То ли вопреки, то ли благодаря своей обеспокоенности картинами будущего провы находятся в перманентном плену у настоящего. Их идущий из будущего поток образов периодически воздействует на настоящее. С одной стороны, когда Precrime вмешивается и (в сегодняшнем настоящем) заключает под стражу будущих преступников, до того как те успели совершить свое преступление, ведь в темпоральной логике Precrime они (уже стали) виновны; с другой стороны, когда гипотетическая виновность радикально меняет момент преступления, ведь виновники в настоящем будущем не совершат (не смогут совершить) свое преступление в будущем настоящем.
Логика времени у Precrime подрывает сама себя. Здесь проявляются границы почти повсеместно царящего сейчас режима статистической вероятности и предсказуемости. И не потому, что объем данных слишком велик для обработки. Скорее, речь идет о качественной границе неизбежной случайности – временно́й случайности, будущего модуса, поскольку не бывает случайности, не связанной ни с каким временем.
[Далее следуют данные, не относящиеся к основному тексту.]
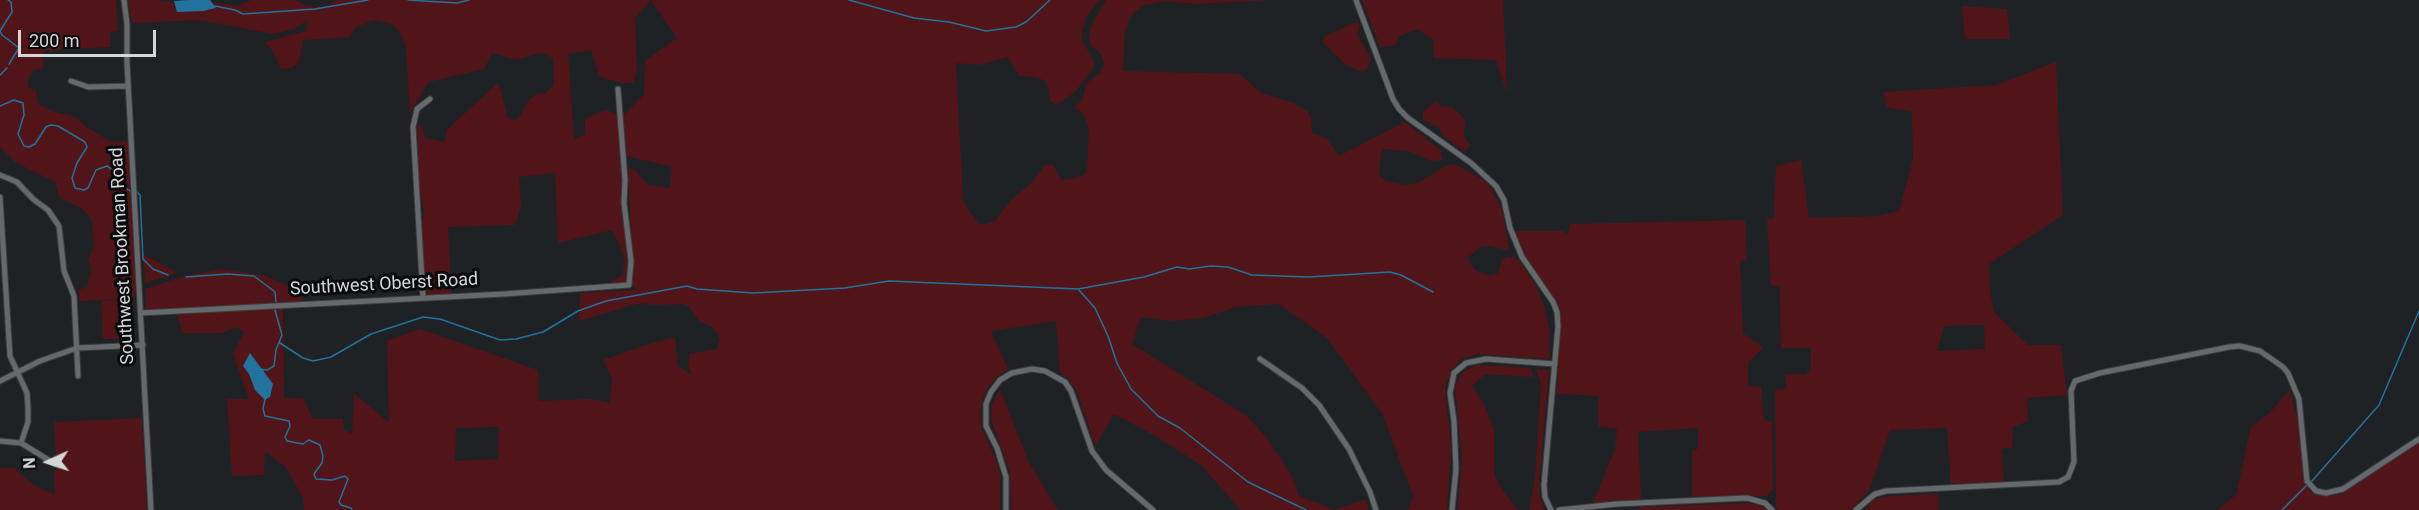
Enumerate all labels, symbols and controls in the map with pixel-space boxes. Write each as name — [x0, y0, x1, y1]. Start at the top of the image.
scale bar — [21, 18, 159, 56]
text: 200 m — [29, 30, 80, 51]
street label: Southwest Brookman Road — [107, 147, 139, 365]
street label: Southwest Oberst Road — [289, 269, 479, 301]
north arrow — [18, 432, 78, 492]
text: N — [20, 457, 39, 469]

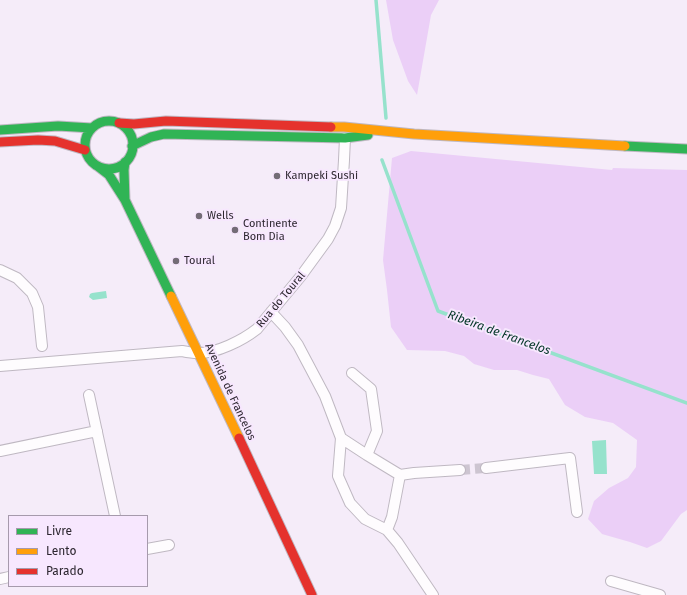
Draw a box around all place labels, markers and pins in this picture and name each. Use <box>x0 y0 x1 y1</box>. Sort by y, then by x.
place label: Kampeki Sushi <box>285 169 358 183</box>
marker: Kampeki Sushi <box>272 171 282 181</box>
place label: Wells <box>207 209 234 223</box>
marker: Wells <box>194 211 204 221</box>
place label: Continente Bom Dia <box>243 217 298 243</box>
marker: Continente Bom Dia <box>230 225 240 235</box>
place label: Toural <box>184 254 215 268</box>
marker: Toural <box>171 256 181 266</box>

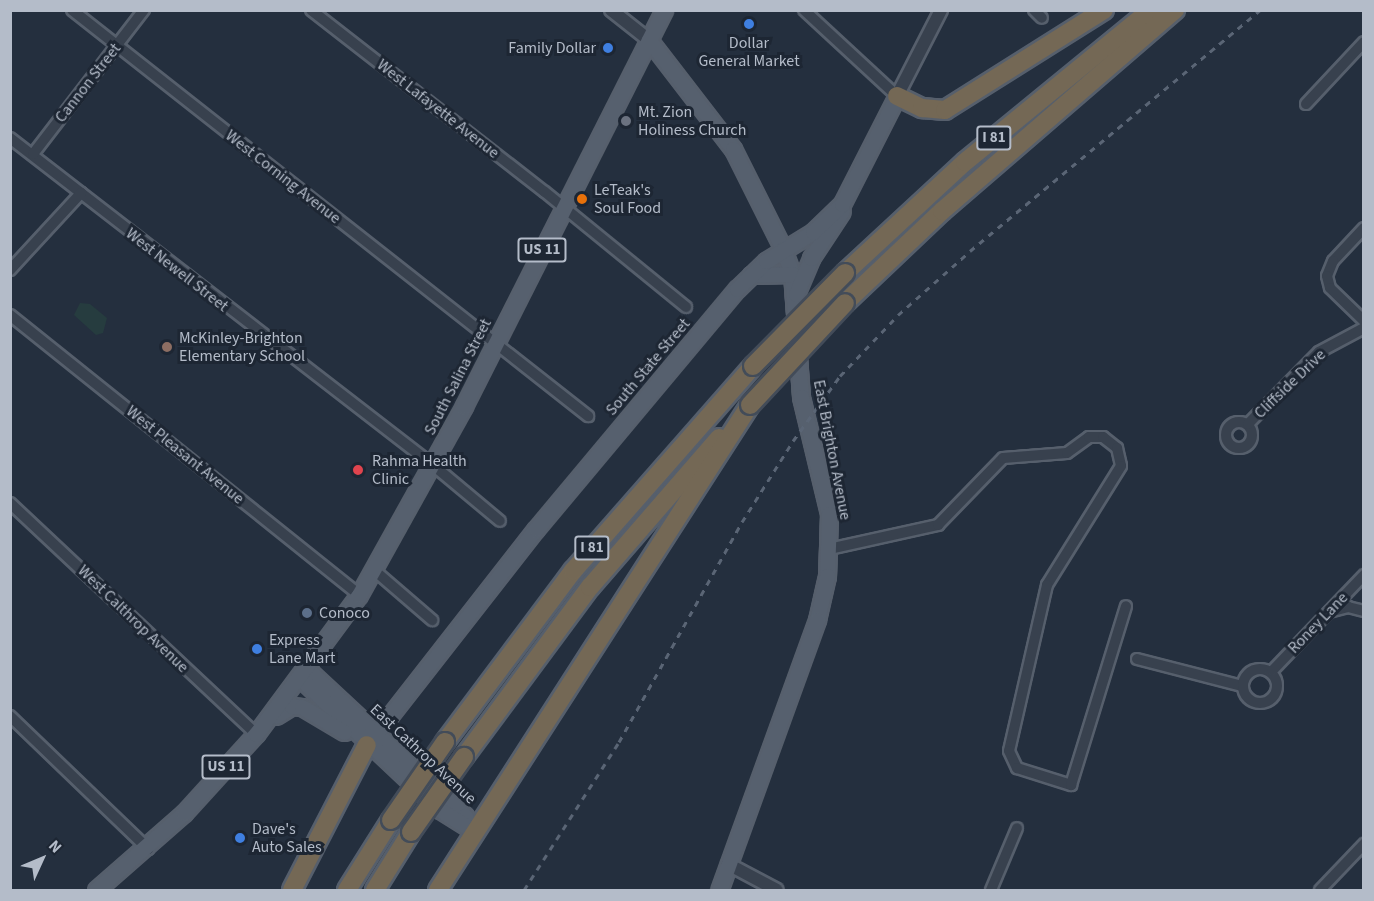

Это то, что предстоит осознать Андертону, когда он попадает в лапы своего же собственного агентства. (Его спутнице понять происходящее так и не удается: Lisa laughed sharply. «Risk? Chance? Uncertainty? With precogs around?»[4]).
Такая случайность, неподвластная к вероятностным расчетам, возникает тогда, когда разница между будущим настоящим и ожидаемым настоящим будущим не воспринимается как индивидуальная ошибка, а перерастает в кризис системы, так что возможное будущее становится невозможным. Но когда человек знает, что может совершить преступление, что у него есть выбор между добром и злом, тогда упреждающий порядок этого комплекса времени разрушается.
АРМЕН АВАНЕСЯН:
Основную теорему философии темпораль-ной формы, в которой не доминирует ни философия времени, ни теория грамматических времен, можно описать словами Джона Мактаг-гарта: настоящее было будущим, остается настоящим и станет прошлым.
Precrime, или preemptive policing[5], делает очевидным типичное современное заблуждение о времени: эстетическую веру в настоящее само по себе, в реальную, нетронутую случайностью и альтернативными сценариям будущего действительность. А интерес поэтизации настоящего состоит, напротив, в проявлении его асимметрии и асинхронии, в его инфицировании нулевой контингентностью и анархией. Поэтика как признание и производство различий. Различие в потоке времени отмечает одновременно пространство выбора, при этом поэтизация включает в себя создание чего-то предшествующего, которое столь же реально, как и решения, принятые в настоящем.